6pm SWITCH OFF… Turn off your mobile, put the answering machine on, and don’t even think about checking your emails.
6:35pm LEARN TO BREATHE… Most people take shallow ‘stress breaths’ that only use a tenth of their lung capacity which can contribute to feeling so tired all the time.
Do this three-minute exercise to relax muscles and release stress: Lie back, eyes closed, and exhale slowly and completely through your nose. Don’t force the breath. Rest a hand on your belly and feel it swell as you inhale slowly and deeply through your nose. Observe and feel the breath reach your collarbones. Exhale deeply. Repeat 10 times.
7pm CREATE DINNER… Aim for a balanced meal of protein, 1 cup of carbs (rice, pasta, grains) and as many fresh vegetables as you want to give your body all the nutrients it needs.

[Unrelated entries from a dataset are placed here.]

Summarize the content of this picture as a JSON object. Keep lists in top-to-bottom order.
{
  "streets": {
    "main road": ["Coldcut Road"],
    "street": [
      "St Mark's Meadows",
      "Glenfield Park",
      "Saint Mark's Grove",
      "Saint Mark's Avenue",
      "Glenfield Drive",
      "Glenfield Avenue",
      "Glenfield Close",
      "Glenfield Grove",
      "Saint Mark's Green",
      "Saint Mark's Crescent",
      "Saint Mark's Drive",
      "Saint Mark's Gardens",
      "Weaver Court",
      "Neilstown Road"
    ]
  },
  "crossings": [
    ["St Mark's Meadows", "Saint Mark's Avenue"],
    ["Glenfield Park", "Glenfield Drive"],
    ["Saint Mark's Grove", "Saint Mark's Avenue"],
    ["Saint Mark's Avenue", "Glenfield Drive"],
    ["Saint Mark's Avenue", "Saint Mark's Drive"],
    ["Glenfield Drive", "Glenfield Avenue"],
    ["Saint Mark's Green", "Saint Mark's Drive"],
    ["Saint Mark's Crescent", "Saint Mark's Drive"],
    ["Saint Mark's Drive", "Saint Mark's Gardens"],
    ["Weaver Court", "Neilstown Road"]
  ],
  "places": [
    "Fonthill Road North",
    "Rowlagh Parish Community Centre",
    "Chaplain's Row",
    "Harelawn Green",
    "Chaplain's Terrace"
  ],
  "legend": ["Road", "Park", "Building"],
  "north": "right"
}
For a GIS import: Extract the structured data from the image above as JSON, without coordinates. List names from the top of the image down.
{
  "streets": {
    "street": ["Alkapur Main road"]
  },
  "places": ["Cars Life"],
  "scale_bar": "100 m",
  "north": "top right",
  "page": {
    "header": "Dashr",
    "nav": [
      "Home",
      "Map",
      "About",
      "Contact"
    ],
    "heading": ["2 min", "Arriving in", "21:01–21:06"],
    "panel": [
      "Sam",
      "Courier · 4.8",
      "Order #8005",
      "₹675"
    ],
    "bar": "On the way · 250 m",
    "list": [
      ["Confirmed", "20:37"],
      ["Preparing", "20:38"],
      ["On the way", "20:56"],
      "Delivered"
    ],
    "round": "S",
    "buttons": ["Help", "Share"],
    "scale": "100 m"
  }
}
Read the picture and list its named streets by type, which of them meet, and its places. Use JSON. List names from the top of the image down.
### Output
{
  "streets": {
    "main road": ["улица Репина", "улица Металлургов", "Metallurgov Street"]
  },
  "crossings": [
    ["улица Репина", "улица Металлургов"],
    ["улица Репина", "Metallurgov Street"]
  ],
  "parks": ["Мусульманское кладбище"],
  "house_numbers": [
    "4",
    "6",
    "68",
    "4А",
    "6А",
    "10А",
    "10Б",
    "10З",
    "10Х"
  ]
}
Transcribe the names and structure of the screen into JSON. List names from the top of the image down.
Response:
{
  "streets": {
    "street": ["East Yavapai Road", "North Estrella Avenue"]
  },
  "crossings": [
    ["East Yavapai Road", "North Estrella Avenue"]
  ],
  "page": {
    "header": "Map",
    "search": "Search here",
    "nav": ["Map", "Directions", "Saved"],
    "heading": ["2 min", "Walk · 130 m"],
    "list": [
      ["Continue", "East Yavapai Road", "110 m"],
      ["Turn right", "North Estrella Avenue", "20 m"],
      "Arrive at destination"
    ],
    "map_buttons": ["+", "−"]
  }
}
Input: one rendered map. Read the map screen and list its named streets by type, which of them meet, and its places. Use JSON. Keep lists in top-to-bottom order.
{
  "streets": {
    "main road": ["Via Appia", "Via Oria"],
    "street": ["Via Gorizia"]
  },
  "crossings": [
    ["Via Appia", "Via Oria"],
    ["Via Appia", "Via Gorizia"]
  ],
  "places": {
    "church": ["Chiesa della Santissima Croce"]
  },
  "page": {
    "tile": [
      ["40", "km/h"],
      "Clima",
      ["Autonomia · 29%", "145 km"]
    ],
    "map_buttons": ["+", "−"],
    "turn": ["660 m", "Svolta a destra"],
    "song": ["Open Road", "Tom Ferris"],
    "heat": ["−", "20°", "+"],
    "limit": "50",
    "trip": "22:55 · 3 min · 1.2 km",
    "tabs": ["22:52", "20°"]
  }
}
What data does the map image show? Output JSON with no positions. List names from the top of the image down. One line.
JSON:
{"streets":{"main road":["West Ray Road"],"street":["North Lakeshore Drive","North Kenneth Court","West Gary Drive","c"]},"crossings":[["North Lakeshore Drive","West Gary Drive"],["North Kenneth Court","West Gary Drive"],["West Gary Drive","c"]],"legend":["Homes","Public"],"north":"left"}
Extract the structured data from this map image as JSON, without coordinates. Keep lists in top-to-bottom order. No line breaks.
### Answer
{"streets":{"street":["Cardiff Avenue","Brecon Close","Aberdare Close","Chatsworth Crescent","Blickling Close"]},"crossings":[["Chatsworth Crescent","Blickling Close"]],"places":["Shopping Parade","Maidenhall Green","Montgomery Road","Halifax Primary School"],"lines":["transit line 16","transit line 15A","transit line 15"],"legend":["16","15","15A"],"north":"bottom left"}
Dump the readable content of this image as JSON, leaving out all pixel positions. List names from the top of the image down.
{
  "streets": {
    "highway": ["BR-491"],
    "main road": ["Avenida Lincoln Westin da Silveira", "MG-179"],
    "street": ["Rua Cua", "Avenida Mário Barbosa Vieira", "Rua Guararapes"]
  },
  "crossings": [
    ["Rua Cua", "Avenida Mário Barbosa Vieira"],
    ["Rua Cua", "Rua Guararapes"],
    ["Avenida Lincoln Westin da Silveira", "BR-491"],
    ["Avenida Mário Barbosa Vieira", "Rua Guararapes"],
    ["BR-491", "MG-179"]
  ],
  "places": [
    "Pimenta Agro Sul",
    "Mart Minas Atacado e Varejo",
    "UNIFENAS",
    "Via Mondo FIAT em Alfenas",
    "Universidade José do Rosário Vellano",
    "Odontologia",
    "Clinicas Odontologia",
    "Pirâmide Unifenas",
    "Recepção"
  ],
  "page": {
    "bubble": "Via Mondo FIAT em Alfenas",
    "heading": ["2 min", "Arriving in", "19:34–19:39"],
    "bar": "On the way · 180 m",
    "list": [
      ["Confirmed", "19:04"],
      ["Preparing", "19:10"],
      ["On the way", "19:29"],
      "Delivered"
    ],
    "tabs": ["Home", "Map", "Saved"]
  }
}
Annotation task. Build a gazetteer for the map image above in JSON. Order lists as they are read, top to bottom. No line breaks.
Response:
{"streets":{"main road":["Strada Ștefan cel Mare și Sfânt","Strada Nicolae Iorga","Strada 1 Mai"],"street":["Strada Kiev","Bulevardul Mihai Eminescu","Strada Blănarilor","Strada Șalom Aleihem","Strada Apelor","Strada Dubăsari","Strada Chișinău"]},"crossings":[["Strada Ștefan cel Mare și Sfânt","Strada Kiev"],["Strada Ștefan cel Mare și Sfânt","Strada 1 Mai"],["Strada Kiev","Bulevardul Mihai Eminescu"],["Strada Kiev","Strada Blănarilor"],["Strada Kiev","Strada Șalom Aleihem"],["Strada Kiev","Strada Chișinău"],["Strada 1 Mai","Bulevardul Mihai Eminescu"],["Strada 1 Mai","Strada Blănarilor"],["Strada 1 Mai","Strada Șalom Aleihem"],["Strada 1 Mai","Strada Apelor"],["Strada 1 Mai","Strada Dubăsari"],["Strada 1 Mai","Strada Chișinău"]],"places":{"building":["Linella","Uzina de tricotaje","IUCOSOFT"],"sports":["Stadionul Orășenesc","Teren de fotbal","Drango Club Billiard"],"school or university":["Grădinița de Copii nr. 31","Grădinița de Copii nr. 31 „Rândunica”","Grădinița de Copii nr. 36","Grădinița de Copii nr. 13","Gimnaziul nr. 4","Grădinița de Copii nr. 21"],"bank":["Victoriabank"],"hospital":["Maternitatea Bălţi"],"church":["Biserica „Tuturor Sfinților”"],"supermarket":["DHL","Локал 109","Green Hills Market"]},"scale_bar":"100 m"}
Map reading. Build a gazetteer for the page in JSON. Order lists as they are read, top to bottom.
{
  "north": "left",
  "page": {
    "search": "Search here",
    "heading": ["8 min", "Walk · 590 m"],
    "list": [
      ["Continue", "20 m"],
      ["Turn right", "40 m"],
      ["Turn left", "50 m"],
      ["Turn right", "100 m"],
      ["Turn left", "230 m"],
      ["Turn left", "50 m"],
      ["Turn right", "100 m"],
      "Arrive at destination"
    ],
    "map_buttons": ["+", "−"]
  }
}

8.30pm UNWIND… Soak in a warm bath with two cups of sea salt, which is a rich source of trace elements, to relax and de-stress the muscles. Totally bliss out by burning some orange-blossom oil which is an antidepressant and has a calming effect on your nervous system.
9:30pm CHILL OUT… Drink herbal tea before bed. Chilling out before bed helps you sleep better and feel more energised the next day. Once you’re ‘chilled’, hop into bed for an early night.